Vor allem Stadträtin Emilie Lieberherr, Vorsteherin des Sozialamtes, plädiert schon lange lauthals für die im Dezember 1990 vom Zürcher Stimmvolk abgelehnten Fixerräume und gilt daher als eine der Hauptverantwortlichen für die momentane Unsicherheit der Zürcher Räte. Eine Tolerierung des Drogenkonsums, wenn auch nur in entsprechenden Räumen, käme ganz klar einem Augen-, Ohren-, und Nasenzudrücken vor einer illegalen Handlung gleich und ist daher als faktische Liberalisierung desselben aufzufassen. Die Zürcher Verantwortlichen sind also nach wie vor unfähig, einen einmal eingeschlagenen Kurs konsequent zu verfolgen und mit den momentan nötigen Anstrengungen zur Lösung zu bringen. Kaum sind die ersten Ziele, gemeint ist damit die Aufhebung der Sogwirkung und der verwahrlosten Szene am Platzspitz, erreicht und kaum steht die Stadt vor einigen – finanziell überwindbaren – Problemen, wie dem Fehlen von Therapiemöglichkeiten, kaum hapert es etwas auf dem kurzen Weg der Repression liebäugelt man bereits wieder mit der Liberalisierung. Kein Wunder, dass sich die Szene vor der Platzspitzschliessung bei diesem ewigen inkonsequenten hin und her zwischen den verschiedenen Drogenpolitiken ständig vergrössert hat.

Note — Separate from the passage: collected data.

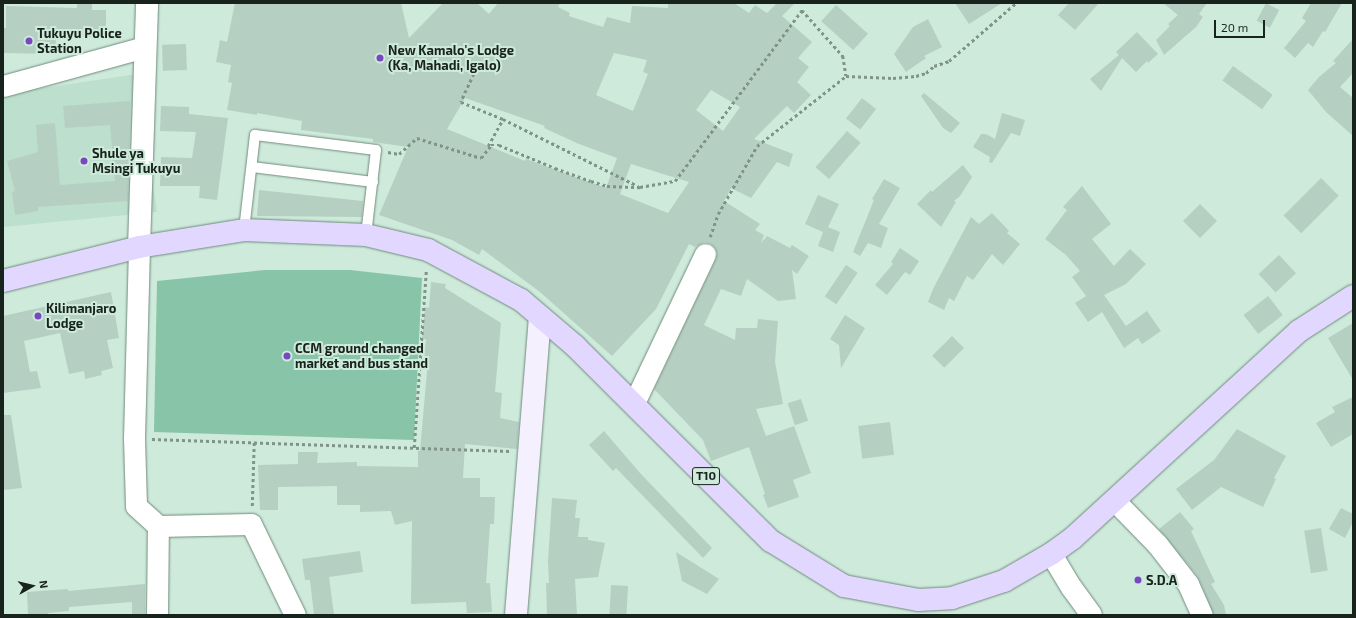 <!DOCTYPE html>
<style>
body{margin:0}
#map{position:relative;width:1356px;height:618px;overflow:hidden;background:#ceeadb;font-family:"Exo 2",sans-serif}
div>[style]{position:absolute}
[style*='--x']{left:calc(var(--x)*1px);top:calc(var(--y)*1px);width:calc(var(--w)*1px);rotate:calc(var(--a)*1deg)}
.built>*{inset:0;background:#bddfcd}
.green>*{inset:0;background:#88c4a7}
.building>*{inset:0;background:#b5d0c2;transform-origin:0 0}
.path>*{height:2.5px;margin-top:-1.25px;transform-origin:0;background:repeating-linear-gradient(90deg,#7f9388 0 3px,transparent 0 6px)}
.roads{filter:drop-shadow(0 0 1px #708a7d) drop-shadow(0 0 1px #708a7d)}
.service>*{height:10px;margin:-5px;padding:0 5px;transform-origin:5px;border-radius:5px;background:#fff}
.minor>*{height:21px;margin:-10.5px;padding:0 10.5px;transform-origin:10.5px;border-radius:10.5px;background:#fff}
.tertiary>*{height:22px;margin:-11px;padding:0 11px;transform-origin:11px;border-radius:11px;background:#fff}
.secondary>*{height:22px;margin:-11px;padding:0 11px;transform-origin:11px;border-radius:11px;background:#f4f0fe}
.trunk>*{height:22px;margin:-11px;padding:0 11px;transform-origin:11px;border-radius:11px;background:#e2d7fe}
.dots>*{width:11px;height:11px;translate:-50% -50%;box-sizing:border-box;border:2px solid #ceeadb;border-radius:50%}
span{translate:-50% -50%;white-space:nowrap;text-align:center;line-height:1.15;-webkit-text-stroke:4px #ceeadb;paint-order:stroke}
.shield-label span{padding:1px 3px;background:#ceeadb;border:1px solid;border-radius:3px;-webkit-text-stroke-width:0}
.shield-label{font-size:12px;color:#19231e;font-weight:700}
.poi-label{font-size:13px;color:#19231e;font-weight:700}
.left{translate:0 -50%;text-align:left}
.frame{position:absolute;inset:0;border:4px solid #19231e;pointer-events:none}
.north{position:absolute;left:12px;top:566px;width:40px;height:40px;-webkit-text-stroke:3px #ceeadb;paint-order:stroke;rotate:82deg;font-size:11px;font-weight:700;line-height:16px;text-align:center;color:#19231e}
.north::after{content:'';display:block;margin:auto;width:14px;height:18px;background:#19231e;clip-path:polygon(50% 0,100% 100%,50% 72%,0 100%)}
.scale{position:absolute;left:1214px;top:20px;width:51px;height:18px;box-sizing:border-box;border:2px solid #19231e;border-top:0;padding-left:5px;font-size:12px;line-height:14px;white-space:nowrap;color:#19231e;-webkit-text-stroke:3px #ceeadb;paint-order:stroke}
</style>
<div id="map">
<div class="built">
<i style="clip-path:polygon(137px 74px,157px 212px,3px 227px,3px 94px)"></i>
</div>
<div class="green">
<i style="clip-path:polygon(265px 270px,350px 270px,422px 278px,414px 440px,154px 432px,157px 281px)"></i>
</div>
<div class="building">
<i style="clip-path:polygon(77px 3px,92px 3px,92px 10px,106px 10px,106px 37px,56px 37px,55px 54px,3px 53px,3px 28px,6px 28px,6px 6px,77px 8px)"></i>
<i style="clip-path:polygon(evenodd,235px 3px,401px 3px,409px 38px,443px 3px,477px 3px,489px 14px,498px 3px,560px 3px,558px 7px,570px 13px,569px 16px,603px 27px,607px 17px,630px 23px,632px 6px,668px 8px,668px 3px,734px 3px,749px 13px,755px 5px,767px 13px,777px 3px,795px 3px,782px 16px,812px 42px,798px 58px,809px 67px,797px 82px,811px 95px,794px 113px,787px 106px,754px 139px,793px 154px,789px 167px,777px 162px,751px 198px,731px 188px,724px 201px,760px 224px,755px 230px,764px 235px,761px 243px,767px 236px,790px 248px,792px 245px,809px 256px,797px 274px,792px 270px,796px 299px,778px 301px,747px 279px,741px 296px,721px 289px,704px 325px,735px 340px,736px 328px,757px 328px,758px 319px,778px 321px,775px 362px,783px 404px,756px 409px,766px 436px,794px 426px,811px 473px,793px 480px,799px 497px,768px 508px,763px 495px,765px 494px,749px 447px,711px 461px,703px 440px,654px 389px,716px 259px,717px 253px,715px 247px,710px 243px,704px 242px,695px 247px,689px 244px,656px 309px,612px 356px,540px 292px,482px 249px,479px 255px,452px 240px,379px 215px,408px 147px,373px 142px,373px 139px,301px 130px,302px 121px,257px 113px,257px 115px,227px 110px,232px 83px,228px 82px,231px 65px,216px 62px,220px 40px,227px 42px,235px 3px,614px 53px,647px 60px,643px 72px,648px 74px,633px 111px,596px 95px,614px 53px,235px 3px,711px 90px,740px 107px,723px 131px,696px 110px,711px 90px,235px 3px,465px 98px,545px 126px,544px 128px,579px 144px,617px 158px,606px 188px,526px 159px,525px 161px,447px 129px,465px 98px,235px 3px,631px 164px,689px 182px,668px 213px,620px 194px,631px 164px)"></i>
<i style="clip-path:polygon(955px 3px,1002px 3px,969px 24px)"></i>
<i style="clip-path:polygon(1069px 3px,1099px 3px,1075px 30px,1058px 15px)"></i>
<i style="clip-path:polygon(1163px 3px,1207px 3px,1199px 14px,1203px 17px,1196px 27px,1164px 55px,1156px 40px,1170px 26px,1168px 24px,1178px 15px)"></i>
<i style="left:1266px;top:3px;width:15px;height:20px;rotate:28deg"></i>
<i style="clip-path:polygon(1311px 3px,1342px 3px,1325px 32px,1323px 31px,1313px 47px,1308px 43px,1295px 58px,1284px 48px,1306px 21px,1302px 18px)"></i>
<i style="left:836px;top:5px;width:43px;height:22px;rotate:42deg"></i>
<i style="clip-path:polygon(928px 19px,942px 47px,924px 56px,926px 58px,906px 72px,894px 54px,913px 27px)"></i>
<i style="clip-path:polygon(1137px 32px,1158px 54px,1148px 63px,1147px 61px,1136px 72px,1122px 58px,1101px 91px,1090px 79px,1119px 55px,1116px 52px)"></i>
<i style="clip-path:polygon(1353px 39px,1353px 73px,1340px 87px,1353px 98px,1353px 136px,1326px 112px,1308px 90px,1319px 77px,1336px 63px,1333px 61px)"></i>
<i style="left:186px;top:44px;width:26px;height:24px;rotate:88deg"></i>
<i style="left:1233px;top:66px;width:49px;height:18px;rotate:36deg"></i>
<i style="clip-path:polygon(924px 93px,960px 123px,951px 133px,943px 128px,921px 96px)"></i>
<i style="left:862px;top:98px;width:18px;height:26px;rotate:38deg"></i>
<i style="clip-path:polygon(130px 101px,128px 201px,38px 207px,38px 211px,15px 215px,12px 192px,15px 191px,7px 161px,38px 152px,36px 125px,55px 123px,60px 185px,115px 181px,110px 125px,65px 128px,63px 106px)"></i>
<i style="clip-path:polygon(161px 106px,189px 107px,189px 114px,228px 118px,217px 200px,199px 198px,200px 186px,160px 186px,161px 157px,192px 158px,196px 132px,160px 131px)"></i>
<i style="clip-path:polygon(1002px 113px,1025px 120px,1020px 136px,1011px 133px,992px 163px,989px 162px,990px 157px,973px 147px,981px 134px,986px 134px,995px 139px)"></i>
<i style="left:847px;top:131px;width:18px;height:48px;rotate:41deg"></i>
<i style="clip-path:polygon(963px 165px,972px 177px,960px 196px,954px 201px,956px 202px,941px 227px,917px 204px,931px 190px,932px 192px)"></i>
<i style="left:1321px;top:178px;width:25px;height:53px;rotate:45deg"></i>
<i style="clip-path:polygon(884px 179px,900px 188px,879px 224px,888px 228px,881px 248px,868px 243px,860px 256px,853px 252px,874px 200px,872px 199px)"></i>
<i style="clip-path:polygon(1082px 186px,1111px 224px,1092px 239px,1114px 266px,1130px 249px,1146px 264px,1126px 284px,1104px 295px,1126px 326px,1147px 311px,1161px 331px,1142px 344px,1138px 338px,1124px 348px,1102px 312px,1088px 322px,1075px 303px,1086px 296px,1072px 277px,1080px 271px,1066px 255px,1045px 239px,1067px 210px,1063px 207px)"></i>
<i style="clip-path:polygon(259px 190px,363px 201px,362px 217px,257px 216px)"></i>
<i style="clip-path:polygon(818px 195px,839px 204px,828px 227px,840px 232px,833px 252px,818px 246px,823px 232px,805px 224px)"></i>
<i style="left:1200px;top:204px;width:24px;height:24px;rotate:45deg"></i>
<i style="clip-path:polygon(992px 213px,1009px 231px,1007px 233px,1020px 244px,1003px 265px,992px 254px,973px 280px,967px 276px,954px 301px,949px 298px,944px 310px,928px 302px,933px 289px,971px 217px,979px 224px)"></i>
<i style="clip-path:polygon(900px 248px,919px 261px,910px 275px,905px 272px,887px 295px,875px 285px,893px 264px,891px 262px)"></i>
<i style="left:1279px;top:255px;width:25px;height:28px;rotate:47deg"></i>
<i style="left:846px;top:265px;width:14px;height:38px;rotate:34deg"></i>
<i style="clip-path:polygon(431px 282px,446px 284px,445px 288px,501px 323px,495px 392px,502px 393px,500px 418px,519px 422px,517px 449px,465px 444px,463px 478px,480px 478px,480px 497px,495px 497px,494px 524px,490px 524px,486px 583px,490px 583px,492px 612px,467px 613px,466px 602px,411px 604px,412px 521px,395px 525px,391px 511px,360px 512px,360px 505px,337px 505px,337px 486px,278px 487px,278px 510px,260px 510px,258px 465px,298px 464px,298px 452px,318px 452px,317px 463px,357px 462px,357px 466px,418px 467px,418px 451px,420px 451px,428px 360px,424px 359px,426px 339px,422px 339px,425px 307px,429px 308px)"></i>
<i style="clip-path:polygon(111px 292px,119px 338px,107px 340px,113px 368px,101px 371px,102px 375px,85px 379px,84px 371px,69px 374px,60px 333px,24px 341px,30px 372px,37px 371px,41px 388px,3px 393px,3px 316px)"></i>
<i style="left:1268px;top:296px;width:24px;height:31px;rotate:52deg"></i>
<i style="clip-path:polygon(845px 315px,865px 328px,841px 368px,839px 345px,830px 339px)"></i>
<i style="clip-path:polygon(1353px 323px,1353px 380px,1328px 338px)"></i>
<i style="left:952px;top:336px;width:17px;height:28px;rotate:45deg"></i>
<i style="clip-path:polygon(1353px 397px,1353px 434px,1331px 447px,1316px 423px,1335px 412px,1332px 407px)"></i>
<i style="left:801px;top:399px;width:23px;height:14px;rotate:72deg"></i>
<i style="clip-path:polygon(3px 415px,11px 415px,22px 488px,3px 490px)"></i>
<i style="left:890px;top:422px;width:33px;height:32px;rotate:83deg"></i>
<i style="clip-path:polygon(1237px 429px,1286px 456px,1274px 478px,1276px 479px,1263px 507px,1221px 487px,1192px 510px,1176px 489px,1214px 460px)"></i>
<i style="clip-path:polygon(604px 431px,640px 473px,712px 548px,703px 558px,616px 468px,613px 471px,589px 445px)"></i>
<i style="clip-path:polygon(552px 498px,577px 500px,575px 518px,580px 518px,578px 537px,588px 537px,588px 540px,605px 543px,598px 577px,575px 579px,577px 615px,547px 615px,546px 583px,549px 583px,548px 561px)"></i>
<i style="clip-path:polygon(1341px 508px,1353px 514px,1353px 522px,1345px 538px,1329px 529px)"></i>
<i style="clip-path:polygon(1180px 512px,1194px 529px,1191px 531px,1215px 582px,1211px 584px,1224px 605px,1226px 615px,1214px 615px,1198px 577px,1159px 529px)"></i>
<i style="left:1321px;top:528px;width:43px;height:17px;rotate:81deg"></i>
<i style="clip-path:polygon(360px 551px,363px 572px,329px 577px,334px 615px,314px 615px,310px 580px,305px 580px,302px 559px)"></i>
<i style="clip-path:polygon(676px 552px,719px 579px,707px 594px,682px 581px)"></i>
<i style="clip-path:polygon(145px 584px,145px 615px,132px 615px,132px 602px,69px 607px,69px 611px,48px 613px,48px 615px,28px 615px,27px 592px,68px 589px,68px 591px)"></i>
<i style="left:611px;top:585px;width:17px;height:30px;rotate:3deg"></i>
</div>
<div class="path">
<i style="--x:474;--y:74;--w:31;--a:115"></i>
<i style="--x:461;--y:102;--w:45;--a:22"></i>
<i style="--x:503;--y:119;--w:151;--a:26.4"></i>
<i style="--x:488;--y:146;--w:31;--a:-61"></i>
<i style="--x:388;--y:152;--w:11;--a:10"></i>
<i style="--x:399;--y:154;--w:24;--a:-42"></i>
<i style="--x:417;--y:138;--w:67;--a:17.4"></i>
<i style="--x:481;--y:158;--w:16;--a:-52"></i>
<i style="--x:491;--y:145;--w:8;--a:0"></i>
<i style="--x:499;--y:145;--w:61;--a:22.3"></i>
<i style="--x:555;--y:168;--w:38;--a:20"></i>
<i style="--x:591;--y:181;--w:17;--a:17"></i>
<i style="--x:607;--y:186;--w:33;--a:2"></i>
<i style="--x:640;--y:187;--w:36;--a:-10"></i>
<i style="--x:675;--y:181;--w:213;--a:-53.4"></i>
<i style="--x:802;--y:10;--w:62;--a:48.3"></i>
<i style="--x:843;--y:56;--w:20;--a:81"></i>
<i style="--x:710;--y:237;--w:24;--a:-71"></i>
<i style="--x:718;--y:214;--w:78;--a:-60.2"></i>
<i style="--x:757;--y:146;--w:113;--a:-38.2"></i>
<i style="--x:846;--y:76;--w:47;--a:2.4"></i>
<i style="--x:893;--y:78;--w:23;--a:-5"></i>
<i style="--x:916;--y:76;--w:10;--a:-17"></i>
<i style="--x:926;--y:73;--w:11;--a:-41"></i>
<i style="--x:934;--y:66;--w:16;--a:-18"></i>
<i style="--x:949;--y:61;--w:89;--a:-40.9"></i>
<i style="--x:152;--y:439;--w:359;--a:1.9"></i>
<i style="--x:414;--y:448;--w:177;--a:-86.1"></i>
<i style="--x:252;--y:506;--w:64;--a:-88.2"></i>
</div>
<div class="roads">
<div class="service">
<i style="--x:252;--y:167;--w:122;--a:7.1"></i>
<i style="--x:244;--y:230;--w:96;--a:-83.4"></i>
<i style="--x:255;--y:135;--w:122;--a:7.1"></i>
<i style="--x:376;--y:150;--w:86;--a:96.7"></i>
</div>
<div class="minor">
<i style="--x:3;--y:86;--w:147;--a:-15.4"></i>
<i style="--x:139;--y:247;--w:191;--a:91.5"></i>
<i style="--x:134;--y:438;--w:68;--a:88.3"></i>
<i style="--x:136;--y:506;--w:30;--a:42"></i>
<i style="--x:158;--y:526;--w:93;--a:-1.2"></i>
<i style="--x:251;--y:524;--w:101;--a:64.2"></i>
<i style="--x:634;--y:403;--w:165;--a:-64.5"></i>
<i style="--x:1114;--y:500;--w:62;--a:45.7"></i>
<i style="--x:1157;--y:544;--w:51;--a:52.2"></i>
<i style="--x:1188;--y:584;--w:34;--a:66"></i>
<i style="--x:1051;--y:554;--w:39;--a:59"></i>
<i style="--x:1071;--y:587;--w:34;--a:54"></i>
<i style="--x:157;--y:615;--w:89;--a:-89.4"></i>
</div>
<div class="tertiary">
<i style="--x:139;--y:247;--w:244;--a:-88.1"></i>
</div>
<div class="secondary">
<i style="--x:516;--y:615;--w:298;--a:-85.4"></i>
</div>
<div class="trunk">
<i style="--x:3;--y:281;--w:140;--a:-14"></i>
<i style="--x:139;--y:247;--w:106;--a:-9.2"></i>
<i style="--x:244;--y:230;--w:122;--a:2.3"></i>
<i style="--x:366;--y:235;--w:64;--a:13.6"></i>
<i style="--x:428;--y:250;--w:106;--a:28.3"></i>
<i style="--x:521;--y:300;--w:71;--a:40.4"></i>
<i style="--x:575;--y:346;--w:276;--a:44.9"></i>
<i style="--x:771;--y:541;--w:86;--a:31.7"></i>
<i style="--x:844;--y:586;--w:75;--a:10.7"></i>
<i style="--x:918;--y:600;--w:34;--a:-3"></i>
<i style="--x:952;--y:598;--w:55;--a:-18.1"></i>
<i style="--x:1004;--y:581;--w:54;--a:-29.9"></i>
<i style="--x:1051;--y:554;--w:27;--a:-36"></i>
<i style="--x:1073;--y:538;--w:306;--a:-42.5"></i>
<i style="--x:1299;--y:331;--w:64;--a:-32.9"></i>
</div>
</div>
<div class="dots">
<i style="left:29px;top:41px;background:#7848c0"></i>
<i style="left:380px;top:58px;background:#7848c0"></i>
<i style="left:84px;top:161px;background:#7848c0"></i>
<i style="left:38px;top:316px;background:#7848c0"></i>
<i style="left:287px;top:356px;background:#7848c0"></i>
<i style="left:1138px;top:580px;background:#7848c0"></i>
</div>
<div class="shield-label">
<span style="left:706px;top:476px">T10</span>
</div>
<div class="poi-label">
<span class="left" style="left:37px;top:41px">Tukuyu Police<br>Station</span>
<span class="left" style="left:388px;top:58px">New Kamalo's Lodge<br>(Ka, Mahadi, Igalo)</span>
<span class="left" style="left:92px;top:161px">Shule ya<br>Msingi Tukuyu</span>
<span class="left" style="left:46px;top:316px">Kilimanjaro<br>Lodge</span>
<span class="left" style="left:295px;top:356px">CCM ground changed<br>market and bus stand</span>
<span class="left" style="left:1146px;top:580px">S.D.A</span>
</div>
<div class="frame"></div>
<div class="north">N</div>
<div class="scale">20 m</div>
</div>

Ist es wirklich nötig, zu jenen Zuständen zurückzukehren?

Ein Teil der jüngsten Drogenpolitik besteht darin, die Süchtigen ihren Heimatgemeinden zur Fürsorge zu übergeben, wo sie in geordneter Weise den entsprechenden Therapien zugeführt werden sollten. In einigen Gemeinden wurden deshalb Notschlafstellen und Unterkünfte organisiert oder zumindest geplant, leider werden diese heute noch nicht allzu oft benutzt und machen teilweise den Eindruck, vergebens errichtet worden zu sein. Durch die Schaffung von Fixerräumen in der Stadt, scheinen die Chancen, dass sich die Unterkünfte in den Heimatgemeinden jemals füllen werden, vollständig vernichtet zu werden.

Von der Infrastruktur her wären Gassenzimmer natürlich kein Problem und, das ist ihr Vorteil, eine durchaus billige Lösung, würden doch einige der heute bestehenden Kontakt- und Anlaufstellen, in welchen wenigstens offiziell ein Konsumverbot hochgehalten wurde, zu entsprechenden „Spritzräumen“ umfunktioniert, wobei wieder einmal eine Zivilschutzanlage – völlig zweckentfremdet – als Ersatz für die Anlaufstellen bereits herhalten musste. (Helvetiaplatz)

Eine andere, etwas internationalere Optik würde der Stadtregierung ganz bestimmt auch nicht schaden: Ist ihr bewusst, dass sie durch die Einrichtung von Fixerräumen den Konsum eines Produktes toleriert, welches aus einer „Firma“ stammt, die nur schon in Kolumbien für jährlich an die 12000 Morde verantwortlich ist?